Charles XII of Sweden, exiled to Bender in the Ottoman Empire between the Surrender at Perevolochna and his return in 1714, had envisioned that Stralsund would constitute the base of a renewed Swedish attack on Peter the Great. Charles XII's plans foresaw a two-fold assault of a Swedish army from Pomerania and a Turkish army from the South. When Charles XII reached Stralsund in November 1714, the town's garrison was reinforced to a strength of 17,000 men. Searching for allies, Charles XII also negotiated with Prussia, but was unwilling to meet Frederick William I's demands on Stettin and 400,000 reichstalers in tribute. In April 1715, Königsberg declared war.

Though George I was not involved in the war as the king of Great Britain, but merely as the duke of Hanover, the Danish navy was assisted in the siege by eight British vessels, detached by British admiral John Norris, who was ordered to guard the Maritime Powers' merchants in the Baltic Sea. In July, the allied forces closed in on Stralsund from the landside, and in November a combined Danish-Saxon-Prussian army landed at Groß Stresow and took the island of Rügen north of the town. When defeat became inevitable, Charles XII escaped and the defenders surrendered on Christmas Eve. Stralsund became the capital of Danish Pomerania.

==Aftermath==
After Stralsund's surrender, a Danish administration under commander von Stöcken was set up, and 1028 Swedish prisoners of war were detained in the town. Yet, many noble and burgher families - Pomeranian, Swedish or intermarried - remained loyal to Sweden. The Danish government reacted by prohibiting contacts to Sweden and obliging the landowners to pledge allegiance, otherwise, they would be stripped of their lands or expelled. As a consequence, an unknown number emigrated to Sweden, including Swedish prisoners of war who were able to escape with the help of the local population. Of sixty-nine high ranking Swedish officials and officers detained in Stralsund in January 1716, only thirty-one were still in town in March of the following year. When the local population continued to maintain close contacts with Sweden and aid Swedish refugees, Danish guards started to patrol the coast and investigate the traffic with Sweden, before this traffic was prohibited altogether until 1719. Since only a few nobles had pledged allegiance to Frederik IV in August 1716, the Danish government issued a deadline, and in October started to expropriate those who had not given the oath to the Danish king.

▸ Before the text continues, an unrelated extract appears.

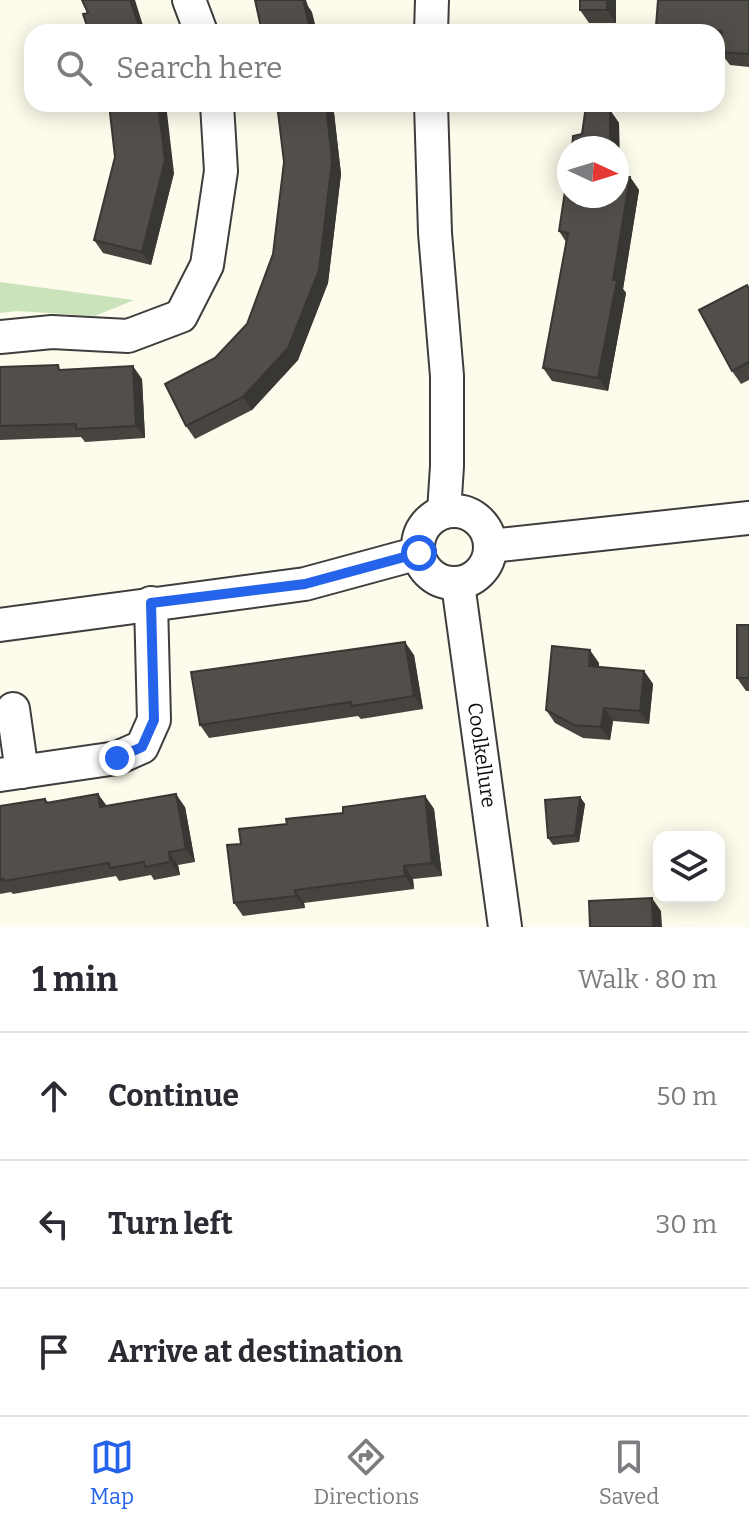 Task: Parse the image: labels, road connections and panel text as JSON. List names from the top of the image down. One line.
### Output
{"streets":{"street":["Coolkellure"]},"north":"right","page":{"search":"Search here","heading":["1 min","Walk · 80 m"],"list":[["Continue","50 m"],["Turn left","30 m"],"Arrive at destination"],"nav":["Map","Directions","Saved"]}}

Also in 1716, Swedish Wismar surrendered to the allies, eliminating Sweden's last stronghold on the southern Baltic coast. By the end of the war however, Stralsund was restored to Sweden.

The siege of Stralsund marked the beginning of a friendship between Frederick William I of Prussia and Huguenot refugee Jacques Egide Duhan de Jandun, whom he first met when he was in the service of field marshal Alexander von Dohna in 1715. In the following year, Frederick William I entrusted Duhan den Jandun with the raising of his then four-year-old son, later known as Frederick the Great.